There should be no suggestion that the postulated delays will somehow undermine the case for the ships themselves. The events of the last decade have, if anything, strengthened the arguments set out in the Strategic Defence Review and the subsequent New Chapter that we need to engage our enemies in their backyard and not our own, and that aircraft carriers offer the full range of options, from peace support though coercion into combat. And in these days of 'nation states' and the uncertainties of over-flights and foreign basing, power projection ashore from the sea affords a variety of beneficial options. It is highly misleading to assume as normal the present situation in Afghanistan where we are operating with all our forces on the ground. The stand-off capability of the CVF and their future aircraft will afford assured power projection and air support with all the advantages of poise for diplomacy, flexibility in deployment and sustainability to own forces. The present CVS, admirable though they have proved over the last three decades, leave an ever-widening capability gap that cannot be ignored. It is nevertheless remarkable that their current generation of STOVL aircraft, the Harriers now up to GR9 modification, have proved quite so utilitarian and amenable to capability updates, and it is inconceivable that the combined ship/airgroup capability package should be undermined in the interim by the early retirement of these aircraft. It is being mooted that this would be a cost saving measure in favour of a single aircraft type - Typhoon, which would certainly soak up any savings in an effort to make that aircraft's 'multi-role capability' a reality, and not one that would ever encompass embarked operations from any ship.

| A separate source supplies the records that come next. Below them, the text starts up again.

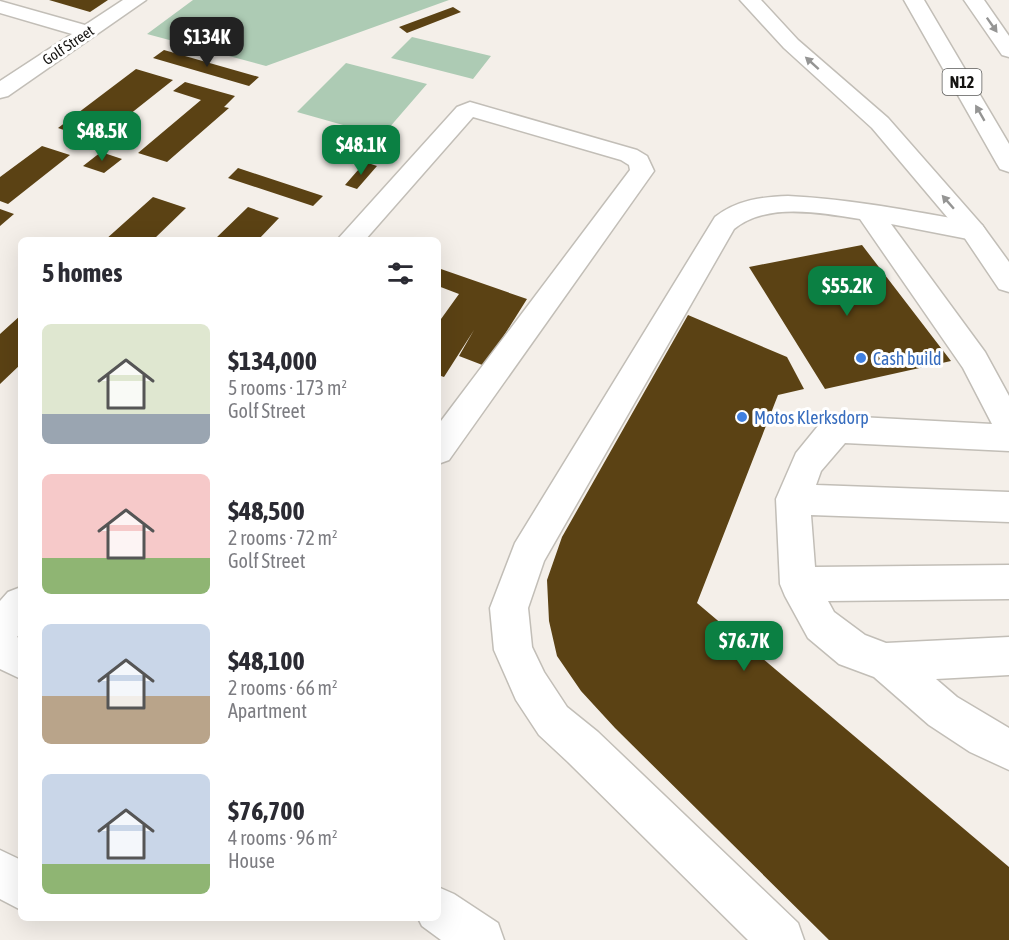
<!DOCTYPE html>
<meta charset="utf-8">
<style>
:root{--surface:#fff;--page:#f7f7f7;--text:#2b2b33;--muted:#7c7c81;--accent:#0b8043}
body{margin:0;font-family:"Asap Condensed",sans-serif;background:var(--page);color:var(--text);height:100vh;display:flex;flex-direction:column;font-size:22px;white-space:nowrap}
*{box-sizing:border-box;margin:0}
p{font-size:20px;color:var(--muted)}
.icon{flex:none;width:33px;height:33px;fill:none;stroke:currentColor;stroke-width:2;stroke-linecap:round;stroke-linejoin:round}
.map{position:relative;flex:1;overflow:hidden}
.drawer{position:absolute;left:18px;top:237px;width:423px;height:684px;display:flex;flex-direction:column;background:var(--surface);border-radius:9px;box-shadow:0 6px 24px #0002}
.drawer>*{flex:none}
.price{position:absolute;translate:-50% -51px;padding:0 14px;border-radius:12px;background:var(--accent);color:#fff;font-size:20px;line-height:39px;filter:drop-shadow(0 2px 3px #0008)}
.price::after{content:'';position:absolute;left:50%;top:36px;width:18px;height:14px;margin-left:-9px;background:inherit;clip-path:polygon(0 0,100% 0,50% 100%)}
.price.selected{background:#222;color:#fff}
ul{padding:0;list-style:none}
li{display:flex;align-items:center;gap:18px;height:150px;padding:0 24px}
li span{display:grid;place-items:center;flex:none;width:168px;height:120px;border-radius:9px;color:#555}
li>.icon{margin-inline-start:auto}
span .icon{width:72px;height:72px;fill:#fffc;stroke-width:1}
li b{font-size:26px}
h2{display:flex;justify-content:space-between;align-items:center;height:72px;padding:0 24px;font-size:26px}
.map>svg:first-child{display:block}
.green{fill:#adcbb4}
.building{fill:#5b4214}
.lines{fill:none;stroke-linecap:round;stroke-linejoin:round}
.minor-casing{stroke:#c2beb7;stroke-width:3}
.highway-casing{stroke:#c2beb7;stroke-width:3}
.minor{fill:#fff;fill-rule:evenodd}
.highway{fill:#fff;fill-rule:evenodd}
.oneway{fill:#959594}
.shop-dot{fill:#3f7fe0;stroke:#fff;stroke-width:2}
.labels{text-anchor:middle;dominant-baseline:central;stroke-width:6;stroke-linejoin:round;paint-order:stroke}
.far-street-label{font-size:15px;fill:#141311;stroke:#fff}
.shield{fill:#fff;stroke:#5a5a58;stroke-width:1.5}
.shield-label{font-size:16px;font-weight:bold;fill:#141311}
.shop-label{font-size:18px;fill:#366cbe;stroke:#fff;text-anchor:start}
</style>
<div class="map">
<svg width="1009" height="940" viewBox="0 0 1009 940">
<rect width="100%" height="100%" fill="#f4efe9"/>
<path class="green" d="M193,0H449L266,66L147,34Z
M412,37L491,56L473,79L391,58Z
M346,63L427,84L382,136L297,112Z"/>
<path class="building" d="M49,0H108L90,12Z
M453,7L461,12L407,33L399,27Z
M164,50L259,77L249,86L153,58Z
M136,69L173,80L96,141L58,128Z
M185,82L235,96L224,107L229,108L167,162L138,153L201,100L173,91Z
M42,146L70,155L8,204L0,201V177Z
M101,152L122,159L104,173L83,166Z
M365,162L377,166L357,189L345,185Z
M238,168L323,196L313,206L228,178Z
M153,197L186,208L153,240H105Z
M248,207L279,218L258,240H214Z
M0,209L14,214L0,226Z
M862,245L951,361L825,389L749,267Z
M438,268L527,299L485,366L459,356L474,330L444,377L438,375V318L441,319L459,294L438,286Z
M21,315V364L0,384V334Z
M688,315L787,357L804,389L778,395L697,603L1009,867V940H829L615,728L581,691L557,656L549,621L547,580L562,537Z"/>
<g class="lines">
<defs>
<path id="minor" d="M123,0H146L8,96L0,98V81L72,34L0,13V1L85,25Z
M470,102L637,150L647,156L654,171L449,460L438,464V425L630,170L629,165L621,160L473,117L365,240H337L457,107Z
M788,196C851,199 911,211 973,222L982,225L986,231L982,237L973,240L891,224L985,352L1009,396V451L845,443L821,471L816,485L1009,492V522L811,515L815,567L1009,565V599L828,601L834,612L865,635L886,643L1009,637V675L936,679L957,697L1009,728V770L970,752L929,725L874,677L839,664L808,638L785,596L780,584L776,499L796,453L818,426L840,416L992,424L963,368L860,219C821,213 767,202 734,229L544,561L528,608L532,647L544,672L567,707L598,732L798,923L804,940H748L568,762L539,735L516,700L494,650L490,608L515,543L715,217C737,200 761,197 788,196Z
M21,587V632L17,637L21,639V679L0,669V601L8,592Z
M0,850L21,860V910L0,899Z
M438,887L454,894L498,923L504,940H441L422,926L418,918H438Z"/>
<path id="highway" d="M740,0H761L798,40L888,118L982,225L1009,262V292L999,289L964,237L872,128L784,48Z
M904,0H924L1009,144V172L1000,169L997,164Z
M964,0H984L1009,36V57L1002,55Z"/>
</defs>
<use href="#minor" class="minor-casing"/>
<use href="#highway" class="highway-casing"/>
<use href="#minor" class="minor"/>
<use href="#highway" class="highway"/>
</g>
<defs><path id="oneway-solid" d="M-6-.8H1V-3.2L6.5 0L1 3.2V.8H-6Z" transform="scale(1.5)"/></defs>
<g class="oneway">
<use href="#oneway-solid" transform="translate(992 25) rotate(55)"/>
<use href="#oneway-solid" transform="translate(812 63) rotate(-138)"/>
<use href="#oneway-solid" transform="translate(980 113) rotate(-120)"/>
<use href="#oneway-solid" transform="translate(948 202) rotate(-131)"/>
</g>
<g class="shop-dot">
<circle cx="861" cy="358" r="6"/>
<circle cx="742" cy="417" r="6"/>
</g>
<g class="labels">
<g class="far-street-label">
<text transform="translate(68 45) rotate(-34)">Golf Street</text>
</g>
<rect class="shield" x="942.5" y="69" width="39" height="26" rx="4.5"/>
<g class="shield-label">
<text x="962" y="82">N12</text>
</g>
<g class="shop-label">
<text x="873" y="358">Cash build</text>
<text x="754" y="417">Motos Klerksdorp</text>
</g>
</g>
</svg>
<b class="price selected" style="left:207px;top:68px">$134K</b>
<b class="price" style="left:102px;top:162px">$48.5K</b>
<b class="price" style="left:361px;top:176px">$48.1K</b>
<b class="price" style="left:847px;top:317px">$55.2K</b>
<b class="price" style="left:744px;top:672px">$76.7K</b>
<section class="drawer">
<h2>5 homes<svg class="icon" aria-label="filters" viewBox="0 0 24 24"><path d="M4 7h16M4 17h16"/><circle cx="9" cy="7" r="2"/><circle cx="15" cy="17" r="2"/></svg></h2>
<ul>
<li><span style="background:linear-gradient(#dfe7d0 75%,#9aa5b1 0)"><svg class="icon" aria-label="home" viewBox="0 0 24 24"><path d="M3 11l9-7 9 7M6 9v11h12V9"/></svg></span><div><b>$134,000</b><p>5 rooms · 173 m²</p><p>Golf Street</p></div></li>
<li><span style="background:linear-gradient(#f6c9c9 70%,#8fb573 0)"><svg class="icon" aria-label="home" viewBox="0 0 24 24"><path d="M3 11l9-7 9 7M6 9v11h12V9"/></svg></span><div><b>$48,500</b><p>2 rooms · 72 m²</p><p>Golf Street</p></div></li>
<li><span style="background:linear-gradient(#c9d6e8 60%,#b9a48a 0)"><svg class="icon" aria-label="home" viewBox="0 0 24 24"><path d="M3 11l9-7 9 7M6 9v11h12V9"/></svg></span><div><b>$48,100</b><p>2 rooms · 66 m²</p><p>Apartment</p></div></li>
<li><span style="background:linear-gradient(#c9d6e8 75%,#8fb573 0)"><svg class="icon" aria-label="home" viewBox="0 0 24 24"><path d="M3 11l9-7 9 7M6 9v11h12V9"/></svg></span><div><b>$76,700</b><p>4 rooms · 96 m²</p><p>House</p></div></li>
</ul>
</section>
</div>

Given my own experience, having flown as a pilot in the old CV Ark Royal and commanding the present STOVL ship of the same name, and being involved in the CVF programme from the initial competitive phase through to chairing the Independent Review Panel, I might be accused of special pleading. Guilty as charged! With the Royal Navy regularly providing over 50% of the forces in Afghanistan - from the Naval Strike Wing Harriers in close air support to the Royal Marines on the ground and helicopters in support - I would welcome any injection of additional resources to all personnel involved in a high-combat situation. But let's not fool ourselves, or the public at large, by pretending anything other than capabilities such as CVF defined in the Strategic Defence Review, which have withstood many a scrutiny, need appropriate funding. Military adventures do not come cheap in terms of lives and serious injuries, and they deserve separate funding. Defence procurement to capability, time and cost is always a challenge. Both benefit from a little honesty.
Rear Admiral Terry Loughran is a seasoned Conference Chairman, Facilitator and After Dinner Speaker, maintaining a close interest in defence matters. He is currently Chairman of FLY NAVY Heritage, celebrating this year the Centenary of Naval Aviation.